Work to complete: Please reproduce each of the entries below exactly as they appear.

Data records:
- - - - - - -
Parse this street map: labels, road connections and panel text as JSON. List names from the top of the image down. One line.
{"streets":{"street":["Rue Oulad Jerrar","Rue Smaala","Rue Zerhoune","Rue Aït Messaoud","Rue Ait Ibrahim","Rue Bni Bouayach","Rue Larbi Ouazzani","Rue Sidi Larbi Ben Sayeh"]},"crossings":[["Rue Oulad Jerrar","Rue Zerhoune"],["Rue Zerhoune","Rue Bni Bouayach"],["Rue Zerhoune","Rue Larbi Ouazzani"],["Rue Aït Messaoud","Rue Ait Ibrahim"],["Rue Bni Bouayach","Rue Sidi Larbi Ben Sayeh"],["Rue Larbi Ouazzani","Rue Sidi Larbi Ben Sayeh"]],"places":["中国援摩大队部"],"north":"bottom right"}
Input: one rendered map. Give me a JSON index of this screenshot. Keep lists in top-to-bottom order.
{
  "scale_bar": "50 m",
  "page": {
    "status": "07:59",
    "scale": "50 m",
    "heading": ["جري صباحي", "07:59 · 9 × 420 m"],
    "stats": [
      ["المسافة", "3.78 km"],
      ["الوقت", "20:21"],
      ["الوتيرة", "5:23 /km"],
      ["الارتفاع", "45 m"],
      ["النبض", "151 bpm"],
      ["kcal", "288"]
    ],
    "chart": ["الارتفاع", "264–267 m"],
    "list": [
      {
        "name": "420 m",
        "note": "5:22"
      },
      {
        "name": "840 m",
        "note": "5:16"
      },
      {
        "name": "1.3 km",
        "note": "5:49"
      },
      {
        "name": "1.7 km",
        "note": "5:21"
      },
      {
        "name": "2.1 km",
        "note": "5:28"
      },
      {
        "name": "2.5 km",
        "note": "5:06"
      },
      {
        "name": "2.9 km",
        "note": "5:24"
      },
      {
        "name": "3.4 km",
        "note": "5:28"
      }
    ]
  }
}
- - - - - - -
Task answer:
Parse this street map: labels, road connections and panel text as JSON. List names from the top of the image down. One line.
{"streets":{"street":["Rue Oulad Jerrar","Rue Smaala","Rue Zerhoune","Rue Aït Messaoud","Rue Ait Ibrahim","Rue Bni Bouayach","Rue Larbi Ouazzani","Rue Sidi Larbi Ben Sayeh"]},"crossings":[["Rue Oulad Jerrar","Rue Zerhoune"],["Rue Zerhoune","Rue Bni Bouayach"],["Rue Zerhoune","Rue Larbi Ouazzani"],["Rue Aït Messaoud","Rue Ait Ibrahim"],["Rue Bni Bouayach","Rue Sidi Larbi Ben Sayeh"],["Rue Larbi Ouazzani","Rue Sidi Larbi Ben Sayeh"]],"places":["中国援摩大队部"],"north":"bottom right"}
Input: one rendered map. Give me a JSON index of this screenshot. Keep lists in top-to-bottom order.
{
  "scale_bar": "50 m",
  "page": {
    "status": "07:59",
    "scale": "50 m",
    "heading": ["جري صباحي", "07:59 · 9 × 420 m"],
    "stats": [
      ["المسافة", "3.78 km"],
      ["الوقت", "20:21"],
      ["الوتيرة", "5:23 /km"],
      ["الارتفاع", "45 m"],
      ["النبض", "151 bpm"],
      ["kcal", "288"]
    ],
    "chart": ["الارتفاع", "264–267 m"],
    "list": [
      {
        "name": "420 m",
        "note": "5:22"
      },
      {
        "name": "840 m",
        "note": "5:16"
      },
      {
        "name": "1.3 km",
        "note": "5:49"
      },
      {
        "name": "1.7 km",
        "note": "5:21"
      },
      {
        "name": "2.1 km",
        "note": "5:28"
      },
      {
        "name": "2.5 km",
        "note": "5:06"
      },
      {
        "name": "2.9 km",
        "note": "5:24"
      },
      {
        "name": "3.4 km",
        "note": "5:28"
      }
    ]
  }
}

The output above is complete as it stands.